Records from a data source

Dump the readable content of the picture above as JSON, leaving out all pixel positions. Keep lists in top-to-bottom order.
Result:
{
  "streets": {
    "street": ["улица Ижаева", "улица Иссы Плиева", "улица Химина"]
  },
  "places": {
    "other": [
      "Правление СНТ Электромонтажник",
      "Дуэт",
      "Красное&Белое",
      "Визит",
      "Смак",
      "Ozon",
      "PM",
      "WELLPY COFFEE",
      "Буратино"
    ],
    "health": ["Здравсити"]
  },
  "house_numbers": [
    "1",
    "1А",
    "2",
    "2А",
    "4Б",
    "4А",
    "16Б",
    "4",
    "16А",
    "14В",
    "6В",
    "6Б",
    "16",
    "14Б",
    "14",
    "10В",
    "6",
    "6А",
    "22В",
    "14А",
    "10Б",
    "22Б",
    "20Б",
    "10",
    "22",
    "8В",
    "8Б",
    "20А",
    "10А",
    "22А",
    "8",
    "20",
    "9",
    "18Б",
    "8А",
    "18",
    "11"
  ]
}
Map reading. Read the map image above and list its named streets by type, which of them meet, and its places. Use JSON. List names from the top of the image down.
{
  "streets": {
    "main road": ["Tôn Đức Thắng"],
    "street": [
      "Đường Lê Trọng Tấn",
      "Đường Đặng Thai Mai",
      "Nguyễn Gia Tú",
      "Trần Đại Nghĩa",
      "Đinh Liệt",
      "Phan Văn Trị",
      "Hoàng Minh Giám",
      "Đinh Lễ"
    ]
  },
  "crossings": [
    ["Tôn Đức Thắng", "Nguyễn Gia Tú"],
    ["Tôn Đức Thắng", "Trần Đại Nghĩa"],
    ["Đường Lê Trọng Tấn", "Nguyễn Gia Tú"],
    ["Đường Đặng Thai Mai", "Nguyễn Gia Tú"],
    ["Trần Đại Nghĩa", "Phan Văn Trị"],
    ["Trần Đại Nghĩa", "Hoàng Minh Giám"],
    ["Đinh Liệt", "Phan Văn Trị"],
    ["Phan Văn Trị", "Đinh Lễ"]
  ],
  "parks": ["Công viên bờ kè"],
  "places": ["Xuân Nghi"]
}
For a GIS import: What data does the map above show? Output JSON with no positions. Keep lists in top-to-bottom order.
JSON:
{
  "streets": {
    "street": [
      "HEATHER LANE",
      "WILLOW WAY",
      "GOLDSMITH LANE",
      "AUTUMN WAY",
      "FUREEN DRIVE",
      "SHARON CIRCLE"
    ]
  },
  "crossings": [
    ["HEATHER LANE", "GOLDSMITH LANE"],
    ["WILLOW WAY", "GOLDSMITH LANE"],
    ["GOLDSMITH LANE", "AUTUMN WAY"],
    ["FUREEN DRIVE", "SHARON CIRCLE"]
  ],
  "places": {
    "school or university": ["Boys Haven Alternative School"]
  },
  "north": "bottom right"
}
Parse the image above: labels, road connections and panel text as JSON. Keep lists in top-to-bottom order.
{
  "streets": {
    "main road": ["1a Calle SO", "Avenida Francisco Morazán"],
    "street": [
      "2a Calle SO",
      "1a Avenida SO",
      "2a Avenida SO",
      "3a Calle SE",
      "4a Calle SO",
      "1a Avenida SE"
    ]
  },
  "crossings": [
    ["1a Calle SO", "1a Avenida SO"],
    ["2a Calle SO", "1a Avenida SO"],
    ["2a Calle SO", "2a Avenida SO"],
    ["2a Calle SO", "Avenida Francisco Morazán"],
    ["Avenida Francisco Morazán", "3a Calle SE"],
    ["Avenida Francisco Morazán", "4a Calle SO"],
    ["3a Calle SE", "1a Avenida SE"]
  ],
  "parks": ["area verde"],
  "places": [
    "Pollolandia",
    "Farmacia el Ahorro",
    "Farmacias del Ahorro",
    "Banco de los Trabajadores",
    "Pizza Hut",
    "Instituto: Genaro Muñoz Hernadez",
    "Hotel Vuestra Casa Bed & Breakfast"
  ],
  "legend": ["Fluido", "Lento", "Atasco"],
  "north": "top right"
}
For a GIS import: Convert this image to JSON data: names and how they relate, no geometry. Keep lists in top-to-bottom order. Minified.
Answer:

### EXERCISE BRIEF
For the word "positions", return every line of the records that holds it.

### SOLUTION FOR THIS PROBLEM
Dump the readable content of the picture above as JSON, leaving out all pixel positions. Keep lists in top-to-bottom order.
For a GIS import: What data does the map above show? Output JSON with no positions. Keep lists in top-to-bottom order.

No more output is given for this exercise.